The answer must be every line of the data that holds the word "MONTEVIDEO".

Top of RECORDS TO USE

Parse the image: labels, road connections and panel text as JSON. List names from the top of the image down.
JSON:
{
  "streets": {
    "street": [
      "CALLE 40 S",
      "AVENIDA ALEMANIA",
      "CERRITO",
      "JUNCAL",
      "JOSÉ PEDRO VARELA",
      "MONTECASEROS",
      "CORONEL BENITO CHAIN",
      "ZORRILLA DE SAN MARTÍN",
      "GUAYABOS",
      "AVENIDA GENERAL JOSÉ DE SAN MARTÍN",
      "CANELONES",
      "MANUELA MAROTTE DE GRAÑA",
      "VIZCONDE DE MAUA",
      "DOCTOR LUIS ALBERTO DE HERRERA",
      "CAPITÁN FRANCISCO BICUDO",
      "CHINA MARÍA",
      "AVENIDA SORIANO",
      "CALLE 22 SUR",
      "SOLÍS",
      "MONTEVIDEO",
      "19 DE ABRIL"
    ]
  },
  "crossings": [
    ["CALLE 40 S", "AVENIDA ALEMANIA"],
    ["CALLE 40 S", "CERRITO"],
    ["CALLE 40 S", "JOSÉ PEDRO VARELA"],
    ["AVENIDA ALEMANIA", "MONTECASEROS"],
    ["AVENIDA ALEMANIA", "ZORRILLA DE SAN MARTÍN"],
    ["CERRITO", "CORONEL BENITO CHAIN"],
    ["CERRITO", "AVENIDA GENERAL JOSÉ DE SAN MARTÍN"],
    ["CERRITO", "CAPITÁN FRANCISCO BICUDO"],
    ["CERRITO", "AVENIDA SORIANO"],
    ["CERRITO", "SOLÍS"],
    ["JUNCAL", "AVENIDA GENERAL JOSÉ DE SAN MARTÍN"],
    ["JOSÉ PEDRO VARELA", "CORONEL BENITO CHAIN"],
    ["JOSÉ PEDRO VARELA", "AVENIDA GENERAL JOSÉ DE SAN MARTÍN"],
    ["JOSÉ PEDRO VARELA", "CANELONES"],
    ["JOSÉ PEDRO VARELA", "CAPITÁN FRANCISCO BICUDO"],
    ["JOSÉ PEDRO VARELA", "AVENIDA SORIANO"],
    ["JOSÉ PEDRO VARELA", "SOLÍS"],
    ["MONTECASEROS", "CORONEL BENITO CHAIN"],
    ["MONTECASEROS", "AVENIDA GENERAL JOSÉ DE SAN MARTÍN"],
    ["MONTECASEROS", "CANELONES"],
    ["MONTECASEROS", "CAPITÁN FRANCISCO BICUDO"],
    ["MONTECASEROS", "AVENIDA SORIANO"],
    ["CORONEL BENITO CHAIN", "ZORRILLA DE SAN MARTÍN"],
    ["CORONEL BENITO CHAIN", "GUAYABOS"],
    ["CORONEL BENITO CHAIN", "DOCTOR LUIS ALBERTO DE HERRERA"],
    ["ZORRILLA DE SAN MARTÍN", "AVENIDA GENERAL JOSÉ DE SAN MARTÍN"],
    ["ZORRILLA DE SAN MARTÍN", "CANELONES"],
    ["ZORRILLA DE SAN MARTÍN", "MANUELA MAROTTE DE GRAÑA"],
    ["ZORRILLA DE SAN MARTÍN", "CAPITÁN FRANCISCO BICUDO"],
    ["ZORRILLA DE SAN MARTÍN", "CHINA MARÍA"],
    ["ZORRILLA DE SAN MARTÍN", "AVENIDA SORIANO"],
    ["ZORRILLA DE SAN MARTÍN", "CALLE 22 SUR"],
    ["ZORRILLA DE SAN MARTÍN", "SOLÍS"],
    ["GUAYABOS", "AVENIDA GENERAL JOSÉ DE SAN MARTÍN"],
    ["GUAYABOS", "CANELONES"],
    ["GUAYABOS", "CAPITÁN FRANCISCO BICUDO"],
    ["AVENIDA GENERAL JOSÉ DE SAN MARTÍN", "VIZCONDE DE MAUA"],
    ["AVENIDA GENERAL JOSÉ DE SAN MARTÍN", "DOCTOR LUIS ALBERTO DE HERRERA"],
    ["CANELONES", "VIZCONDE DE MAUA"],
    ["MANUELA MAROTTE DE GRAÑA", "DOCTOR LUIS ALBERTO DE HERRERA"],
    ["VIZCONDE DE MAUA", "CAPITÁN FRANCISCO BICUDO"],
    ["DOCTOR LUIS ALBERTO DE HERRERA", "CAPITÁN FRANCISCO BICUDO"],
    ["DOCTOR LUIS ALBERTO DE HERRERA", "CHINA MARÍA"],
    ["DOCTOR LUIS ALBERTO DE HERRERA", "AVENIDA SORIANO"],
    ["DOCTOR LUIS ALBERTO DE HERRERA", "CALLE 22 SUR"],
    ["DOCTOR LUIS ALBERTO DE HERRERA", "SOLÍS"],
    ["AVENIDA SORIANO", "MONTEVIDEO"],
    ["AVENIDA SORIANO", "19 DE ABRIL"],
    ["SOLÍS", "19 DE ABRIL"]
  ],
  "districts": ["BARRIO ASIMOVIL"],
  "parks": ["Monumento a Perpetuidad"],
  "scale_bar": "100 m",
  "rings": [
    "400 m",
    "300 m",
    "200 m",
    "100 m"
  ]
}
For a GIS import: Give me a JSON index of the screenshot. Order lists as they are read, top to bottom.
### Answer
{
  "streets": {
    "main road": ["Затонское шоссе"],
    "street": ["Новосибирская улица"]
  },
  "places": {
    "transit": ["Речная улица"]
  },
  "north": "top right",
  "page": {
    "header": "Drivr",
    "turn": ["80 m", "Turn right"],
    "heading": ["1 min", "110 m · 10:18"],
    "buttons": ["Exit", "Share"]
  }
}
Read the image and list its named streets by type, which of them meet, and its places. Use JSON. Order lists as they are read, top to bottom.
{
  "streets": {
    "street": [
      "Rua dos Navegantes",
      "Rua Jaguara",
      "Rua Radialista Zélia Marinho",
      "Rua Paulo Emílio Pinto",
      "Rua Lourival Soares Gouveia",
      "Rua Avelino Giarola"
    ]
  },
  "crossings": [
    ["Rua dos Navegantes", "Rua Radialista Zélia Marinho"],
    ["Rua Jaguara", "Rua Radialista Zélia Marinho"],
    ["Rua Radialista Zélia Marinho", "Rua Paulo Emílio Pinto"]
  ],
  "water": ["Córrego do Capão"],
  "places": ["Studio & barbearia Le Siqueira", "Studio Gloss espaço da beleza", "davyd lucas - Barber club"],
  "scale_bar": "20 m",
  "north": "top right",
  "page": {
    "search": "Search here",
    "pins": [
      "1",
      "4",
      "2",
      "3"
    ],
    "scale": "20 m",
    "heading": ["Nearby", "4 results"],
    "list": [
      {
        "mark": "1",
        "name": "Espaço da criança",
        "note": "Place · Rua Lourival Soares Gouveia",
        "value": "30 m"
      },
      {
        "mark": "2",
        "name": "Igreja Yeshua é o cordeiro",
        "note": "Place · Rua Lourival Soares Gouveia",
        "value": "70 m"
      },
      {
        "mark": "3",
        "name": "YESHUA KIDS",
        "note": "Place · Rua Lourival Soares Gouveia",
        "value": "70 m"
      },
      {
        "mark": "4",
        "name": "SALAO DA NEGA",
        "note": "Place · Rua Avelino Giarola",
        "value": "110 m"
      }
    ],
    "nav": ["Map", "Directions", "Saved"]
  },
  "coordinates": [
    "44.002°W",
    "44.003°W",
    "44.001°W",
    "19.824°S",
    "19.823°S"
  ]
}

Bottom of RECORDS TO USE

> [OUTPUT FOR THIS EXERCISE]:
      "MONTEVIDEO",
    ["AVENIDA SORIANO", "MONTEVIDEO"],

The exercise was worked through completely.